Collected data entries

┄┄┄┄┄┄┄┄┄┄

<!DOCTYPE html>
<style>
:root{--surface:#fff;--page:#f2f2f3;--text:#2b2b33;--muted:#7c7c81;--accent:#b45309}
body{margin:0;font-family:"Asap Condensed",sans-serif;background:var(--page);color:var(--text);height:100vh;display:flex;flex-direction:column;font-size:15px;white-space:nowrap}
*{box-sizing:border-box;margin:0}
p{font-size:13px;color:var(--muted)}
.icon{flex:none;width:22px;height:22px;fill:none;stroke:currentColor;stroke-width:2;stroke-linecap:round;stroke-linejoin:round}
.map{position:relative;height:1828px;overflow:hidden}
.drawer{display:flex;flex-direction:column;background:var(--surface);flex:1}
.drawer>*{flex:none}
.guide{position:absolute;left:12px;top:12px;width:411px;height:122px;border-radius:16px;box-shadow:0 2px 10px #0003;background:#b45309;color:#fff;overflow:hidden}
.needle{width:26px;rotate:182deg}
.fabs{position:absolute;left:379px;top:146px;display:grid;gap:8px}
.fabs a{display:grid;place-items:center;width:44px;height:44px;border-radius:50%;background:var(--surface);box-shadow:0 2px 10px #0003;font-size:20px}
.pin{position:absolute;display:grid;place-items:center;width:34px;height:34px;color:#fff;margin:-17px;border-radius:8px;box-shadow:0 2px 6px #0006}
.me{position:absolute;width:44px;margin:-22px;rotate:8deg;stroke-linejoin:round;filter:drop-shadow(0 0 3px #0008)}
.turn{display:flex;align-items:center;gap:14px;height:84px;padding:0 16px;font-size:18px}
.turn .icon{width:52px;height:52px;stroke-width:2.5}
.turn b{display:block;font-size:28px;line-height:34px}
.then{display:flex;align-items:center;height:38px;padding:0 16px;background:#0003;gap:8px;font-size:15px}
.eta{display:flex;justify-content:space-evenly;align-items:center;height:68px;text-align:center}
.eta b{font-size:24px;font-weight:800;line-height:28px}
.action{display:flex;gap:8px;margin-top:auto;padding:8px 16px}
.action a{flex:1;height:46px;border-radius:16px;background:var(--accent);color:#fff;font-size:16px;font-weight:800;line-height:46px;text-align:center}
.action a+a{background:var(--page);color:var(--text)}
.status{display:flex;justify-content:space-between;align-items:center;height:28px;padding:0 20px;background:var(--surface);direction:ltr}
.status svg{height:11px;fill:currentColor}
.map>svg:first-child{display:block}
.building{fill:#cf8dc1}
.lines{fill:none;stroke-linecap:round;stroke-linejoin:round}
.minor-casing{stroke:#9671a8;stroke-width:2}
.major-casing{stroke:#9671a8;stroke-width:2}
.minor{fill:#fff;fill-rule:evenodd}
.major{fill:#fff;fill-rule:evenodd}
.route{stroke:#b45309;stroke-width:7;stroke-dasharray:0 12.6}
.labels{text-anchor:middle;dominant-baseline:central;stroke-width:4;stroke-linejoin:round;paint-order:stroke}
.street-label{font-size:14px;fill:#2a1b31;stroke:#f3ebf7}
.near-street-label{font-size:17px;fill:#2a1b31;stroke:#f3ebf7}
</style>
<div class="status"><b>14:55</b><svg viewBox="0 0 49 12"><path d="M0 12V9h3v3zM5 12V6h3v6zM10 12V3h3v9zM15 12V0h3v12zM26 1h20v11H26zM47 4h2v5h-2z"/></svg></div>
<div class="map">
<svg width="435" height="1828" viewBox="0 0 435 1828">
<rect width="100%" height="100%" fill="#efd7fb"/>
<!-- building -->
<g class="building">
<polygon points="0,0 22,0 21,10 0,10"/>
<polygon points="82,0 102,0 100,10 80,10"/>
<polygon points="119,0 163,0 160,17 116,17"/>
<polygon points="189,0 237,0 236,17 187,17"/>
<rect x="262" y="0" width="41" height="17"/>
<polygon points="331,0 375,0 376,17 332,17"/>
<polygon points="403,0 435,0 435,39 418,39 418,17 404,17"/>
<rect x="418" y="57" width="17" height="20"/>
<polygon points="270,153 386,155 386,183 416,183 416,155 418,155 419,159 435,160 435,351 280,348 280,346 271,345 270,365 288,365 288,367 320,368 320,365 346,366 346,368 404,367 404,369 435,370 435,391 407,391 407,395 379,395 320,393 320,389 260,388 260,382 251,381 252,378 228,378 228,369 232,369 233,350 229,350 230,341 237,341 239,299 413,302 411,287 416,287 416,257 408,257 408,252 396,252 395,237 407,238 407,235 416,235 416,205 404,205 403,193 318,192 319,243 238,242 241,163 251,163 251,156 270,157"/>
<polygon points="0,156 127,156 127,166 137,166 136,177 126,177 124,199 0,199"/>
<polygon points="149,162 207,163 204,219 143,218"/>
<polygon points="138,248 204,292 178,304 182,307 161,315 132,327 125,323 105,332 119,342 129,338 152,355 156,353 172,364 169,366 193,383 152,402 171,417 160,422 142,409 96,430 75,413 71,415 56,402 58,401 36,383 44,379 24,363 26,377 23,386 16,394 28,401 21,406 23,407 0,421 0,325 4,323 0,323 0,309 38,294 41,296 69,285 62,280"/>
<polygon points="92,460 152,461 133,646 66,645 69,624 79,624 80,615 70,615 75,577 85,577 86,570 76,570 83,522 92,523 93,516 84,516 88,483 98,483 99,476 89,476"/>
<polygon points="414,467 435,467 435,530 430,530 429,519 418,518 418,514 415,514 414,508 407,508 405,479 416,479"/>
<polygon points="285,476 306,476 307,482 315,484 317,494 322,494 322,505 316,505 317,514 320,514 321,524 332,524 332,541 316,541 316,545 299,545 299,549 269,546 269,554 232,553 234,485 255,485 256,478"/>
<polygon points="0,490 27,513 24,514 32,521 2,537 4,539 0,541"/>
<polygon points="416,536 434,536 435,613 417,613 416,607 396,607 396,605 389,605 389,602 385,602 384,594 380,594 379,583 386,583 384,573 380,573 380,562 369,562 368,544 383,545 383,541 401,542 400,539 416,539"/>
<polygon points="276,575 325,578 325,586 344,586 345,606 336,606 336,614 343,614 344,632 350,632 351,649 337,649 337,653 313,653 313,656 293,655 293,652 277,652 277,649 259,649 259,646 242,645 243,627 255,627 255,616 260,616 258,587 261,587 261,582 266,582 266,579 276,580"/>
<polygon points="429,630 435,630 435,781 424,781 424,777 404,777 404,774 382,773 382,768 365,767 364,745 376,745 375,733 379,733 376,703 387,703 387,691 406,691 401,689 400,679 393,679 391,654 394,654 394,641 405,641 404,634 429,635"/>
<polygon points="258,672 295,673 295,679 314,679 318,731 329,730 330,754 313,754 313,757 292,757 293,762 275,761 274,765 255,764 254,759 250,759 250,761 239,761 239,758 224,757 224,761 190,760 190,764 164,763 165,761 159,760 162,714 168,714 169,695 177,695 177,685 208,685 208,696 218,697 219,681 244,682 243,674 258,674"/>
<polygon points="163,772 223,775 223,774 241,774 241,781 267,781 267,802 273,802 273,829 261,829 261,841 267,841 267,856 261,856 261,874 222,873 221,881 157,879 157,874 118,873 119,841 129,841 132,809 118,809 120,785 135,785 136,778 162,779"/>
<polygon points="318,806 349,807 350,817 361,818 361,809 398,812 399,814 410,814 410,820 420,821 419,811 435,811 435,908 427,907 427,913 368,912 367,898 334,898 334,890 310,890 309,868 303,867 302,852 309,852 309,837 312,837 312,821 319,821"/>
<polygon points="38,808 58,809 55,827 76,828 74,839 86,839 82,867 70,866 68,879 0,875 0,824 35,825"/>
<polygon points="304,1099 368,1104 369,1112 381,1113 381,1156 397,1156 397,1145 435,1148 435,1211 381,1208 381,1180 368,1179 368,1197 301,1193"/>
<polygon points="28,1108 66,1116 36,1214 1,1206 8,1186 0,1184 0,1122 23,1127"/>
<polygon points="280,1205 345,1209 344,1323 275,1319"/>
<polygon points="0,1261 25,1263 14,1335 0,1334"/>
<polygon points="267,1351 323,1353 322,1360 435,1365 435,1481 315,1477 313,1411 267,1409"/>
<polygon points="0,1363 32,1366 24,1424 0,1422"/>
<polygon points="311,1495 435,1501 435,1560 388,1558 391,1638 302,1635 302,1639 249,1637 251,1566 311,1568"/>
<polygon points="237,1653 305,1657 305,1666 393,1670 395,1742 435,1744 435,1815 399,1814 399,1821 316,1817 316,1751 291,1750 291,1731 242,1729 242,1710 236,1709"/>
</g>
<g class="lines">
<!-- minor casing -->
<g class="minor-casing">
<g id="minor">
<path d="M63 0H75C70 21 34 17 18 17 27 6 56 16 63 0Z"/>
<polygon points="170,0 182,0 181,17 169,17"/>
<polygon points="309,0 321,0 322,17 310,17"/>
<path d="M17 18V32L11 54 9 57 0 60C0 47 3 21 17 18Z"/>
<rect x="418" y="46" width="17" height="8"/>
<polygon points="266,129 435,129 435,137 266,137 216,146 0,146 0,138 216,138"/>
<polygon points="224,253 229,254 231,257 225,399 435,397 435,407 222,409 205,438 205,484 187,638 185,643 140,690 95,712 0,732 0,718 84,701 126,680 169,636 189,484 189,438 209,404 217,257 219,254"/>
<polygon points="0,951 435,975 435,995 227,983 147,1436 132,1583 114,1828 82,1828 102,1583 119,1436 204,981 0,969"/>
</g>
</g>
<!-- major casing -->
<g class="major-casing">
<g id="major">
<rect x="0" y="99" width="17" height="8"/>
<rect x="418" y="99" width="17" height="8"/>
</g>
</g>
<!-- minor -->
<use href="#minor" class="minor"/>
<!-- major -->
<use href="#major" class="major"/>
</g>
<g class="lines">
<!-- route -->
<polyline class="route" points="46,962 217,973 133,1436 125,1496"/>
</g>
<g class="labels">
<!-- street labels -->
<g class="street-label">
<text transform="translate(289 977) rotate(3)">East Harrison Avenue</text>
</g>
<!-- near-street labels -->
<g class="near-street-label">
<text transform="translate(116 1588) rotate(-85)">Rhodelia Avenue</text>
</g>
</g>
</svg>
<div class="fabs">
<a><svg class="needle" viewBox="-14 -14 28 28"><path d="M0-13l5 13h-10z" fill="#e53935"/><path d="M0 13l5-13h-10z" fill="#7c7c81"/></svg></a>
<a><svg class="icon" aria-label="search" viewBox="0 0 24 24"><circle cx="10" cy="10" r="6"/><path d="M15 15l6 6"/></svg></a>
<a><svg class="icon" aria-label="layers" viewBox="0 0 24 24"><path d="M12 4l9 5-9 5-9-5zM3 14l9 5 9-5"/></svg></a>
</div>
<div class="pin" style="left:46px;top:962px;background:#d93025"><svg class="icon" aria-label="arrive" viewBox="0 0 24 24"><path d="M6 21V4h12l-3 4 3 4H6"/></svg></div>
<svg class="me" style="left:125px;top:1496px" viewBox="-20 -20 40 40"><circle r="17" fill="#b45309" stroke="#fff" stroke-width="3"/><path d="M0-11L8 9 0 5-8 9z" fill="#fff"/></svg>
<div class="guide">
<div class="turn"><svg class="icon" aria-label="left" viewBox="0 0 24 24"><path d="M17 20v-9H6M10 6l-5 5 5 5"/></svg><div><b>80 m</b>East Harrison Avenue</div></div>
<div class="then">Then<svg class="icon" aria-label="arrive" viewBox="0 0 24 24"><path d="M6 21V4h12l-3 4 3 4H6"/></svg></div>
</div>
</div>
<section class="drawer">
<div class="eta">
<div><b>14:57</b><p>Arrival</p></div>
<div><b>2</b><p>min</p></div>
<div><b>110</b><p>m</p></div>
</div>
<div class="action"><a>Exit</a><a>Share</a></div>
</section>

┄┄┄┄┄┄┄┄┄┄

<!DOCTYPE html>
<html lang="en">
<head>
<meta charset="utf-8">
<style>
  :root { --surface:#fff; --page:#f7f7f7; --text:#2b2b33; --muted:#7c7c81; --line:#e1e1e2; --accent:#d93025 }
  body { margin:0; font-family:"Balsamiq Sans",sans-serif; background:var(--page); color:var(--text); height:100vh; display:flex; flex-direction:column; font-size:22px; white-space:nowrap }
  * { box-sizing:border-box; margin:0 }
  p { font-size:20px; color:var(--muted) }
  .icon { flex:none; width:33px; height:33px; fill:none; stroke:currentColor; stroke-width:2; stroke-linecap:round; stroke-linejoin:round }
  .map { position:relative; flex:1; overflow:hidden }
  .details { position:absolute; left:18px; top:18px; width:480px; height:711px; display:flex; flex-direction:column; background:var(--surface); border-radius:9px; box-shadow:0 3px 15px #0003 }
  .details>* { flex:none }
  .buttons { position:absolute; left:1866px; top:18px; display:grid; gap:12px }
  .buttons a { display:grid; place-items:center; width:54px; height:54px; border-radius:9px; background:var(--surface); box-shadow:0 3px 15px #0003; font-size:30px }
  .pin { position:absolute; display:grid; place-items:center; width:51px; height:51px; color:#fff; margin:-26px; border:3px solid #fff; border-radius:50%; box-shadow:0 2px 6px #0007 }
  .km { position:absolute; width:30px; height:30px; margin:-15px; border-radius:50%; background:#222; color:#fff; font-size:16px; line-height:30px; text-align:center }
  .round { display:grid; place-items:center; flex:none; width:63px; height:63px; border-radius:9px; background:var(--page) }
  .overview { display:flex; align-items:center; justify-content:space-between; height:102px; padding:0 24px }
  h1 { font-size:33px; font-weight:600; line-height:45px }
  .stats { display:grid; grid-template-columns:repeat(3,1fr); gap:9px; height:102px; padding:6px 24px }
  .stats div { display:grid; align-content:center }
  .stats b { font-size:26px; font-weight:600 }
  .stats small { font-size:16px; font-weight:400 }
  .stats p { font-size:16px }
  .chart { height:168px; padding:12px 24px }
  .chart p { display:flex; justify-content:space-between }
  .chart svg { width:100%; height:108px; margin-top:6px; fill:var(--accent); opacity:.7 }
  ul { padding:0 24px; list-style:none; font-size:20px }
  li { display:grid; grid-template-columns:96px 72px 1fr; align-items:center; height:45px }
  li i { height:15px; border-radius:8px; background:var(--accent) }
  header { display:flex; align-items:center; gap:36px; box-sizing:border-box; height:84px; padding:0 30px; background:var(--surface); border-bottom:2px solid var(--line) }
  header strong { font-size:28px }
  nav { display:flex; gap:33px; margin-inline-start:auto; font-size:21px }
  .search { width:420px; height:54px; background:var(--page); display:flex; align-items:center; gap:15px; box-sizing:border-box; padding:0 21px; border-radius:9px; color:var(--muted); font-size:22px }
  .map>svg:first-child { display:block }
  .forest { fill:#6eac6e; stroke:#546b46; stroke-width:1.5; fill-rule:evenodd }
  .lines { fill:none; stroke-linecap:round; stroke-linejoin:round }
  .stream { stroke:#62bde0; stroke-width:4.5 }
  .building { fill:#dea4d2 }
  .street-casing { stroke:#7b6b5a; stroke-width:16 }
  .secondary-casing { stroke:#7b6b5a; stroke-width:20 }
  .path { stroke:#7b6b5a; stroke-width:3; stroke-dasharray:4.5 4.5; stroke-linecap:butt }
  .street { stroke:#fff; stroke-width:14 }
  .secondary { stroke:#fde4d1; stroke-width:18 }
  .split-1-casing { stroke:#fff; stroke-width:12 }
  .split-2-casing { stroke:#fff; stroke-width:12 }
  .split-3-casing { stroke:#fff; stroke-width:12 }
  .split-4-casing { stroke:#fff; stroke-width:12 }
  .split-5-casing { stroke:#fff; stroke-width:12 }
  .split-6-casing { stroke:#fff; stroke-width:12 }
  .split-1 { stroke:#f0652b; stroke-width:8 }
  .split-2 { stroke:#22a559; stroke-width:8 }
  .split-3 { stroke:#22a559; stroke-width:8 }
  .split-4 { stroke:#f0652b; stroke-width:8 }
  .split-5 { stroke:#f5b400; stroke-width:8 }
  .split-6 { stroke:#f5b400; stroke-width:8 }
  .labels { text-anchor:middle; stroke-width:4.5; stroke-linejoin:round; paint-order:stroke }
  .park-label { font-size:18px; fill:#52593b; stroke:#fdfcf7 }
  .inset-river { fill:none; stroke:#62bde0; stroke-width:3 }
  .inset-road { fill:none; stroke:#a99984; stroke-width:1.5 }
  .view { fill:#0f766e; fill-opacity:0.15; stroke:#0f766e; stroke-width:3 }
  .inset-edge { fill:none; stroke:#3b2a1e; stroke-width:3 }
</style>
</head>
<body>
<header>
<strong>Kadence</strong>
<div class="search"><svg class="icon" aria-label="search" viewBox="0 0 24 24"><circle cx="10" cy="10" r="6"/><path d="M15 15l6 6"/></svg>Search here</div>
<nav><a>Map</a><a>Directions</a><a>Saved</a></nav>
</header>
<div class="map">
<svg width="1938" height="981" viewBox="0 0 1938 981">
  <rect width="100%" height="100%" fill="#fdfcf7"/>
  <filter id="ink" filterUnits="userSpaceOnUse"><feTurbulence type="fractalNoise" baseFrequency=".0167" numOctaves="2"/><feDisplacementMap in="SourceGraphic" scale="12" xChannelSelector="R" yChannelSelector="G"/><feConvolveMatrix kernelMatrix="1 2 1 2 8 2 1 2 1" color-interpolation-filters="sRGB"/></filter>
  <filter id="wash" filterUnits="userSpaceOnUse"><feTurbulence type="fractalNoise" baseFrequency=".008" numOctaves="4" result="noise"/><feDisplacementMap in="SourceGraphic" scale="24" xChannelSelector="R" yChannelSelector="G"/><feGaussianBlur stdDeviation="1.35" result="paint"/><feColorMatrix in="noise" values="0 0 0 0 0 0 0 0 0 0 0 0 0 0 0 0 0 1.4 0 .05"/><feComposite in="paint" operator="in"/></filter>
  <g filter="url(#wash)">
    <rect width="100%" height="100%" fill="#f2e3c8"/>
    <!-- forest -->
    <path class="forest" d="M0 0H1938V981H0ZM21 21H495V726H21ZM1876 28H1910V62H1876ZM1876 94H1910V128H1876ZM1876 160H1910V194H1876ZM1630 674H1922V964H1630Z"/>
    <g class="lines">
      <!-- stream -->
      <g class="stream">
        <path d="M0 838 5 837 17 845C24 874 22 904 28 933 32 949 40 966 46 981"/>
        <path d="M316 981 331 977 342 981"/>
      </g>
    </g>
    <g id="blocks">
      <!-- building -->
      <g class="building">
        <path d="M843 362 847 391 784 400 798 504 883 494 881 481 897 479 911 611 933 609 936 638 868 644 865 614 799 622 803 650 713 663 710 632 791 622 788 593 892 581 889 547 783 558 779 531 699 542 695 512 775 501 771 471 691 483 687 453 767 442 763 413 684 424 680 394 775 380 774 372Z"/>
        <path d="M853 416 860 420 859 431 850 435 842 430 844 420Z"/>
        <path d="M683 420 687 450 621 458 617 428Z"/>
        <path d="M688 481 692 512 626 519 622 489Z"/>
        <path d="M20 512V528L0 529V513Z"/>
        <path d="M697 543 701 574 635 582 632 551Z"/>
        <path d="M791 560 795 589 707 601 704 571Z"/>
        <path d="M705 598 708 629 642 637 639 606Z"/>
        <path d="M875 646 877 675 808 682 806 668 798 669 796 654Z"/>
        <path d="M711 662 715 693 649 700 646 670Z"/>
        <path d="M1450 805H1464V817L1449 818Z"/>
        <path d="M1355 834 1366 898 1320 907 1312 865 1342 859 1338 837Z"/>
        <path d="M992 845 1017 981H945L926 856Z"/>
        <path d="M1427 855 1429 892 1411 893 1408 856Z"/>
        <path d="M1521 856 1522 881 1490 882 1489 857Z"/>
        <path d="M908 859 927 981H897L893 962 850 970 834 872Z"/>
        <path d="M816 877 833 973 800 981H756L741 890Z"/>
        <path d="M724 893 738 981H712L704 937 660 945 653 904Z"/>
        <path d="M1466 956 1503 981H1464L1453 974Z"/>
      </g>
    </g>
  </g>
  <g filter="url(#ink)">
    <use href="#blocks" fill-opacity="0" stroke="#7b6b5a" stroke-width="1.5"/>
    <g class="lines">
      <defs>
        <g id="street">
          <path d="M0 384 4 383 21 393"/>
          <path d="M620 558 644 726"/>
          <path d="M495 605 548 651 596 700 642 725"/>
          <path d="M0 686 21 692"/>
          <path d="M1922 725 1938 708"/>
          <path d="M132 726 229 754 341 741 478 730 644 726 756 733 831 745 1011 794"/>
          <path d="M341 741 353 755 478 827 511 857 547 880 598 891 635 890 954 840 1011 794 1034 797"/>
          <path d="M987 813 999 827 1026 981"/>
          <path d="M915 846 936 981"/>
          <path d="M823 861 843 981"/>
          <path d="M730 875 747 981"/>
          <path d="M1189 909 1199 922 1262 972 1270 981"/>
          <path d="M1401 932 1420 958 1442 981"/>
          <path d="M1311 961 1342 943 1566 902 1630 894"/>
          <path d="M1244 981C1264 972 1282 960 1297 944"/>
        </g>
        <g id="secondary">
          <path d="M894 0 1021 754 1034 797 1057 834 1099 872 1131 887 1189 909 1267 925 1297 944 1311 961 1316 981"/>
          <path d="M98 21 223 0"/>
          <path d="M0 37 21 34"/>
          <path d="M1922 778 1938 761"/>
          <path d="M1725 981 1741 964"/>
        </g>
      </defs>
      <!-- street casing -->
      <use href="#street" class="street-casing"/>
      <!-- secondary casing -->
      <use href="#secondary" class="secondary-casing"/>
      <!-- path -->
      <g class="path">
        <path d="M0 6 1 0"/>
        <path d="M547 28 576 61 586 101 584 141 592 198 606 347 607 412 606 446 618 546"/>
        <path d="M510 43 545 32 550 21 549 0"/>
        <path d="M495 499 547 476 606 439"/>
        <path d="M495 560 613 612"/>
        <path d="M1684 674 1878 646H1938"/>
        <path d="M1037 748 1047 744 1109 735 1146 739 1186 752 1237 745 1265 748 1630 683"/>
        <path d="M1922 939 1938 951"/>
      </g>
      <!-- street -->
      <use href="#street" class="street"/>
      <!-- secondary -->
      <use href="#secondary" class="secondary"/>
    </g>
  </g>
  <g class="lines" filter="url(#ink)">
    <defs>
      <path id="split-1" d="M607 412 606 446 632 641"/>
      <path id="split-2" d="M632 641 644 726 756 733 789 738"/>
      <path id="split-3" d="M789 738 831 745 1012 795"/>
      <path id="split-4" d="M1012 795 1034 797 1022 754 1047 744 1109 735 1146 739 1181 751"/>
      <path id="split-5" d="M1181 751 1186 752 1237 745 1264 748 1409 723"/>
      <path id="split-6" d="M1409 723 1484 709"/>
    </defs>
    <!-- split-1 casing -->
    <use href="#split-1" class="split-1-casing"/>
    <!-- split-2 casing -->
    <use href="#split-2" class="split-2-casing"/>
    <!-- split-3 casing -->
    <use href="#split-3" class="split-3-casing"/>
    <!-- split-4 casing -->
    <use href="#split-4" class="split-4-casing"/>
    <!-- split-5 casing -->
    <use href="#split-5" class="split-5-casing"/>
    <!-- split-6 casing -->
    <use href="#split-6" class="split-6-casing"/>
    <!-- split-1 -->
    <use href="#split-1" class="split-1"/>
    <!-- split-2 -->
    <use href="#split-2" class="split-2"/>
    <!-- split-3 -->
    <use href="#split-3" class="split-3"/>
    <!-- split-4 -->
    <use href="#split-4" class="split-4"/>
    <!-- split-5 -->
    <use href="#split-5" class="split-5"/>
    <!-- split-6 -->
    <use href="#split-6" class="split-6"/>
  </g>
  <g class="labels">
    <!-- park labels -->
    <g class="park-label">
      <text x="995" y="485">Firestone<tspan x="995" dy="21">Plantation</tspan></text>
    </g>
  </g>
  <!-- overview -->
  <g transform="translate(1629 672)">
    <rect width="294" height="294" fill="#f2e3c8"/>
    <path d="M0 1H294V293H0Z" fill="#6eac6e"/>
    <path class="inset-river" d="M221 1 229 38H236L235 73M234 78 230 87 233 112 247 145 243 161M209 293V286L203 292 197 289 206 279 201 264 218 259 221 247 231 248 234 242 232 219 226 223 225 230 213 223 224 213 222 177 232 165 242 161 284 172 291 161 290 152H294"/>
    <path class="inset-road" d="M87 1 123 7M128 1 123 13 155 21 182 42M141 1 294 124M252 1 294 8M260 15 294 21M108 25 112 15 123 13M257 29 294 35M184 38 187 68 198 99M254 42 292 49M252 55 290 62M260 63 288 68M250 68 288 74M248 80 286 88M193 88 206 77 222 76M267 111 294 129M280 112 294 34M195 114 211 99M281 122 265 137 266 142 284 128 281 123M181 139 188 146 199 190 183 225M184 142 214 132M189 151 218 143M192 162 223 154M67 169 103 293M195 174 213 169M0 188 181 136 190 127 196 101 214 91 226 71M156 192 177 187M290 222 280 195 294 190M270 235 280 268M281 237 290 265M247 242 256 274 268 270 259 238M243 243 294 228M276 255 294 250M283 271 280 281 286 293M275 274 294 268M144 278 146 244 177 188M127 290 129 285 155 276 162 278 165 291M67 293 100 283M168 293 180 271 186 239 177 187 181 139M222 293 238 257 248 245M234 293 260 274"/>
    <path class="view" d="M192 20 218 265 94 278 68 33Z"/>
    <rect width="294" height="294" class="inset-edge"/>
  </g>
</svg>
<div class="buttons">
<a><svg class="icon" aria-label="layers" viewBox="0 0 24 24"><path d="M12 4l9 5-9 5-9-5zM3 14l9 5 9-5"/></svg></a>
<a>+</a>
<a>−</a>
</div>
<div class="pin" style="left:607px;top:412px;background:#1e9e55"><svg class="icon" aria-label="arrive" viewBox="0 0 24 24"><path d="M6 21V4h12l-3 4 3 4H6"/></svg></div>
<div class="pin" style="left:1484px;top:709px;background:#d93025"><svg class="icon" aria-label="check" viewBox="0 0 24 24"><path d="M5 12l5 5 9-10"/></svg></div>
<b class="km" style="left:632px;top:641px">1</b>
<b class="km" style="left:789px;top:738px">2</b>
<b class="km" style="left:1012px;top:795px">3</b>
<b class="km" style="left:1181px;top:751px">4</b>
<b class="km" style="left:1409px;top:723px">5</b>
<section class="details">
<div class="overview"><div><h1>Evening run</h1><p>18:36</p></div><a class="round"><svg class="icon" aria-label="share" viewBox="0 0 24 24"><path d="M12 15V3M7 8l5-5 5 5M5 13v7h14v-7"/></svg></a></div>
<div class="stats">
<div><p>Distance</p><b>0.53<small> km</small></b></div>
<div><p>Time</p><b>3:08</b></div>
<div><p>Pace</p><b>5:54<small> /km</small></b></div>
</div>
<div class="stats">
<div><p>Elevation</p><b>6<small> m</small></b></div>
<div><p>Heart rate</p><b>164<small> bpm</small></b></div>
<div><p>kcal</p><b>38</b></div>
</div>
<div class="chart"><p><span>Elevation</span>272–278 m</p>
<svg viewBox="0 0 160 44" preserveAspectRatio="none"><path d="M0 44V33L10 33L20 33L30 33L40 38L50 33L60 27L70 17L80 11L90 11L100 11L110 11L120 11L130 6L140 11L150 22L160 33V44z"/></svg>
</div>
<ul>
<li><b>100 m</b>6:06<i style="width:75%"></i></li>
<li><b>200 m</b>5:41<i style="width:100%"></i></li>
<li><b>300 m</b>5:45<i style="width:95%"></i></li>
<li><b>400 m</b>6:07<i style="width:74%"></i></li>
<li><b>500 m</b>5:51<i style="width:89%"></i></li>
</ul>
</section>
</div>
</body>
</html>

┄┄┄┄┄┄┄┄┄┄

TASK PROMPT: For each line in the data above that contains the string "baseFrequency", extract the line.

OUTPUT BELOW:
  <filter id="ink" filterUnits="userSpaceOnUse"><feTurbulence type="fractalNoise" baseFrequency=".0167" numOctaves="2"/><feDisplacementMap in="SourceGraphic" scale="12" xChannelSelector="R" yChannelSelector="G"/><feConvolveMatrix kernelMatrix="1 2 1 2 8 2 1 2 1" color-interpolation-filters="sRGB"/></filter>
  <filter id="wash" filterUnits="userSpaceOnUse"><feTurbulence type="fractalNoise" baseFrequency=".008" numOctaves="4" result="noise"/><feDisplacementMap in="SourceGraphic" scale="24" xChannelSelector="R" yChannelSelector="G"/><feGaussianBlur stdDeviation="1.35" result="paint"/><feColorMatrix in="noise" values="0 0 0 0 0 0 0 0 0 0 0 0 0 0 0 0 0 1.4 0 .05"/><feComposite in="paint" operator="in"/></filter>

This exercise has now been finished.